Alors au moins les acteurs font le job, et font bizarrement presque passer la pilule. On s'est beaucoup moqué du jeu à fleur de peau de Claire Danes, de son chialage de la semaine, et je la trouve moi aussi à la limite du surjeu mais finalement son personnage est attach(i)ante. Au moins, elle existe, et en prend plein la gueule. Lewis fait le job, comme il sait toujours bien le faire, mais sa droiture et sa raideur font qu'on a toujours un peu du mal à voir autre chose qu'un militaire tout juste bon à recevoir des ordres.

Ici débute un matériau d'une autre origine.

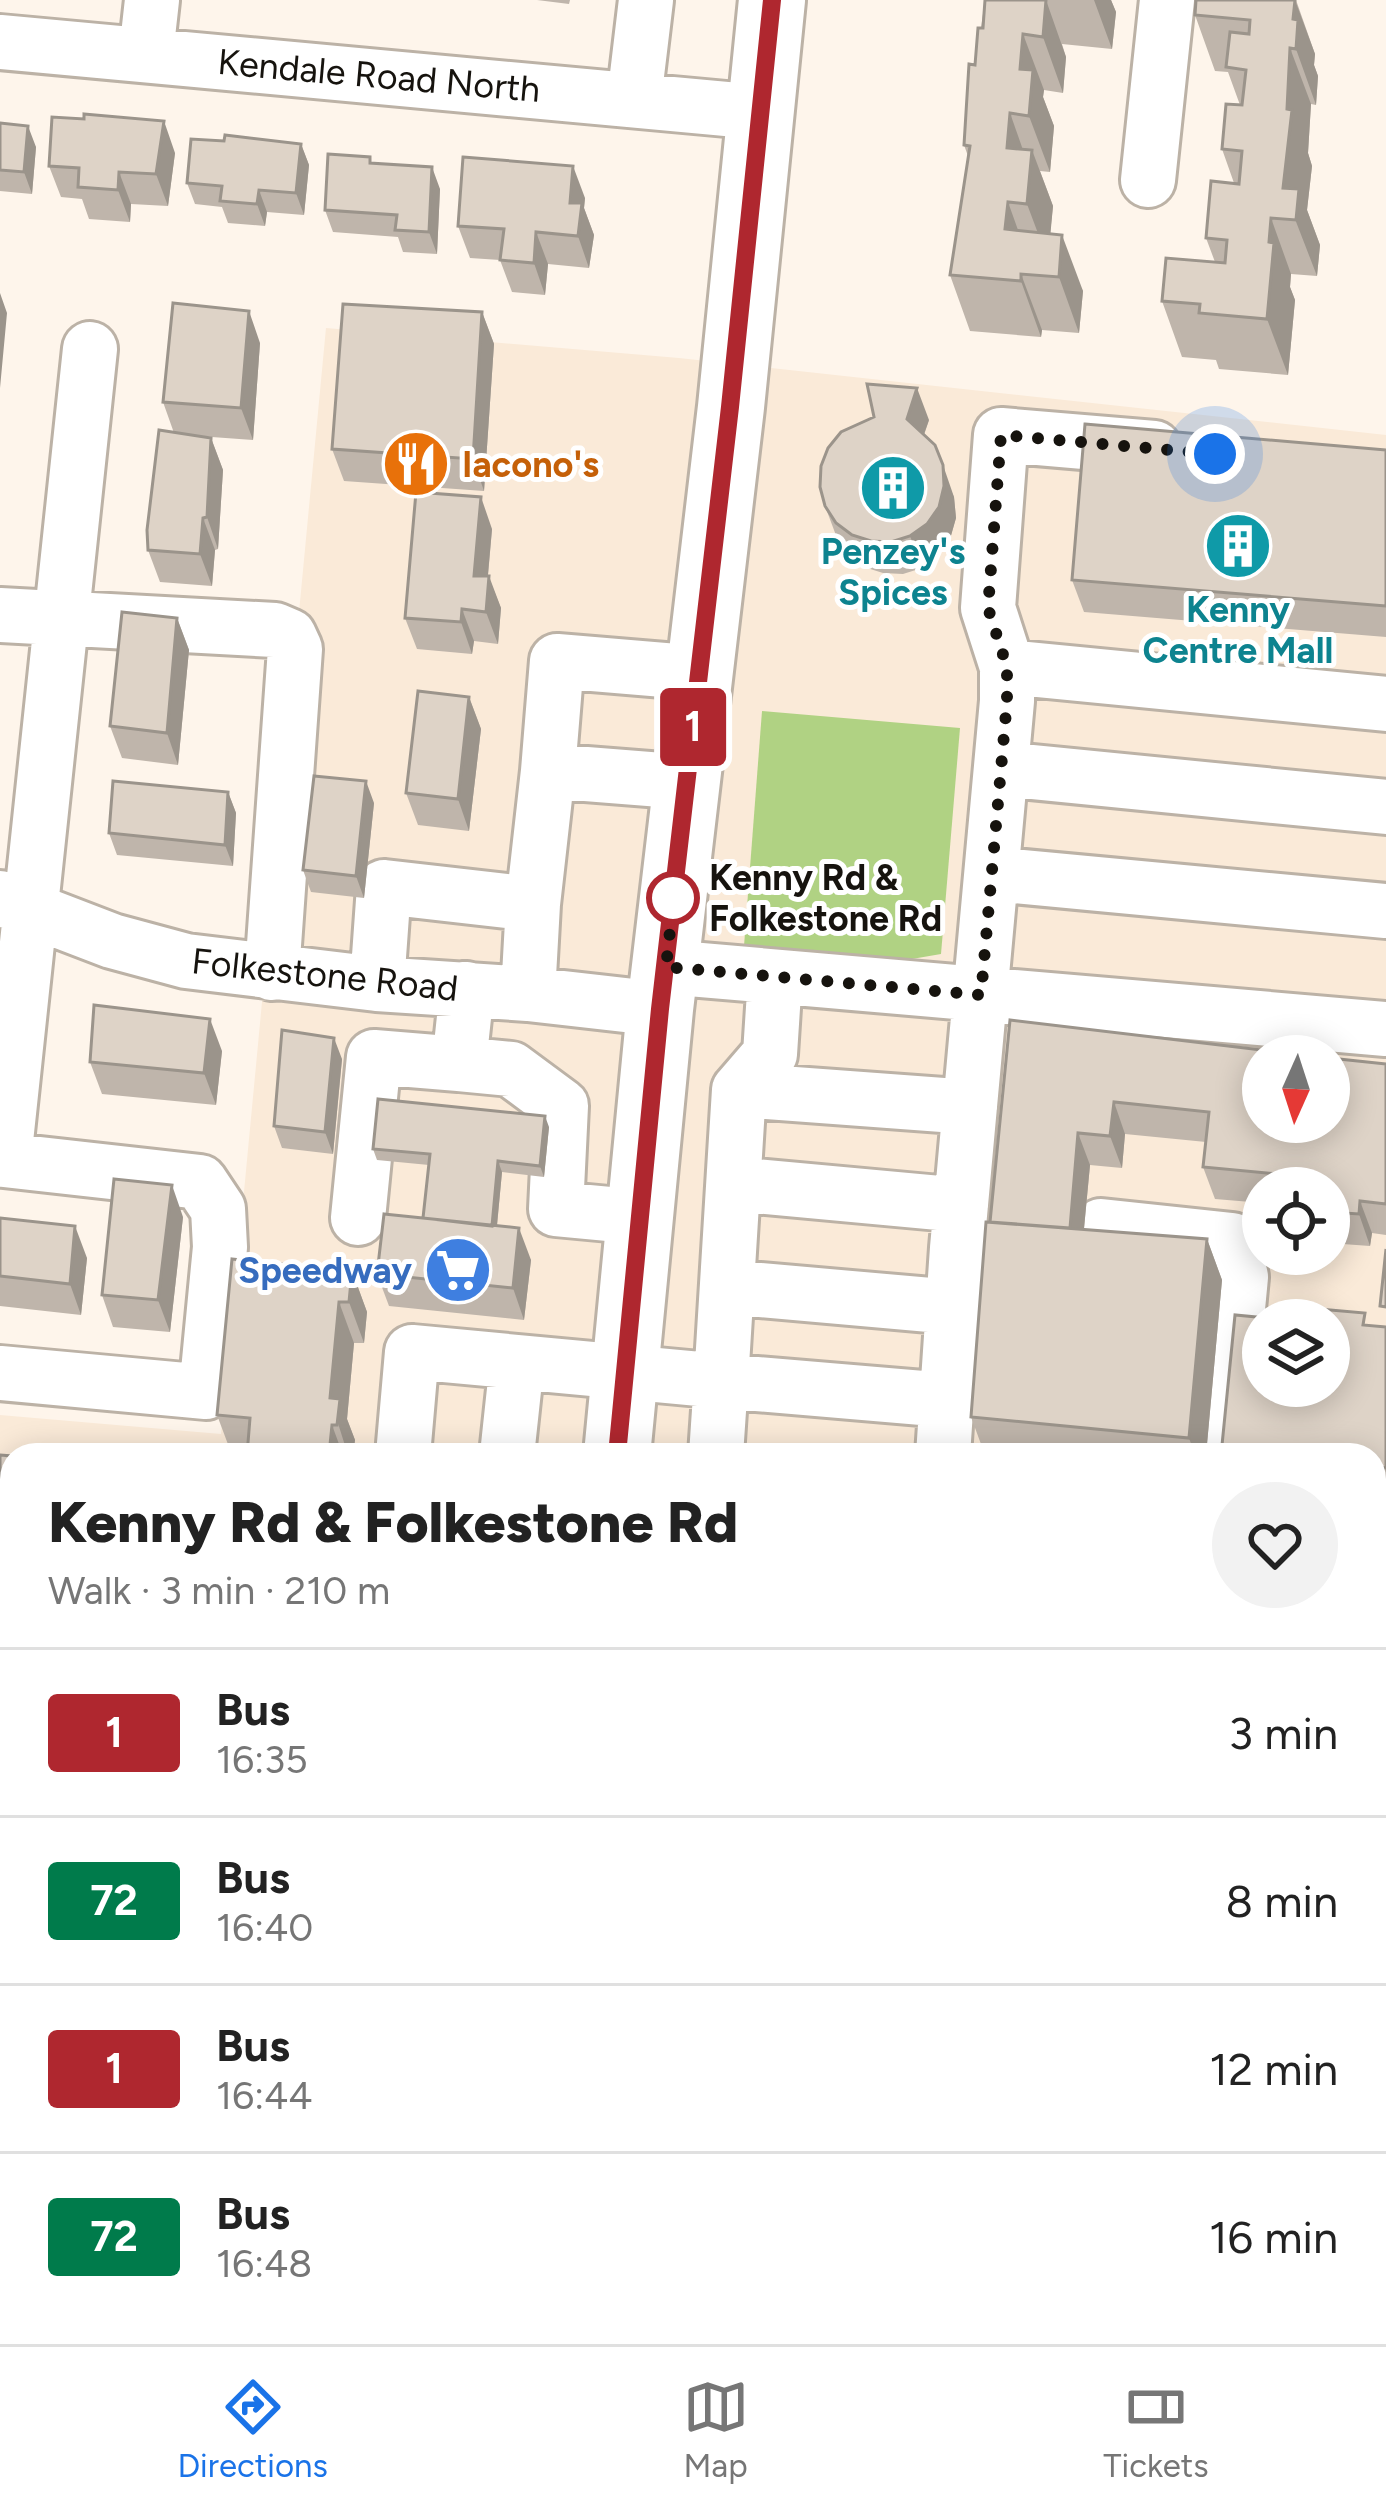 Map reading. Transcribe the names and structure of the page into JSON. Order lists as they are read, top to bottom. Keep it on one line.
{"streets":{"street":["Kendale Road North","Folkestone Road"]},"places":{"restaurant":["Iacono's"],"building":["Penzey's Spices","Kenny Centre Mall"],"other":["Kenny Rd & Folkestone Rd"],"supermarket":["Speedway"]},"lines":["bus line 1"],"north":"bottom","page":{"on_map":"1","heading":["Kenny Rd & Folkestone Rd","Walk · 3 min · 210 m"],"list":[{"mark":"1","name":"Bus","note":"16:35","value":"3 min"},{"mark":"72","name":"Bus","note":"16:40","value":"8 min"},{"mark":"1","name":"Bus","note":"16:44","value":"12 min"},{"mark":"72","name":"Bus","note":"16:48","value":"16 min"}],"tabs":["Directions","Map","Tickets"]}}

Et puis il y a Mandy Patinkin, qui tire admirablement son épingle du jeu, grâce au meilleur personnage de la série, en tout cas celui qui lui donne ses rares moments de subtilité, de distance, de recul (il a en tout cas les meilleurs dialogues et de loin), et qui la sauve du désastre.


Bref, un spectacle relativement passable avec un demi cerveau, mais finalement pas beaucoup plus.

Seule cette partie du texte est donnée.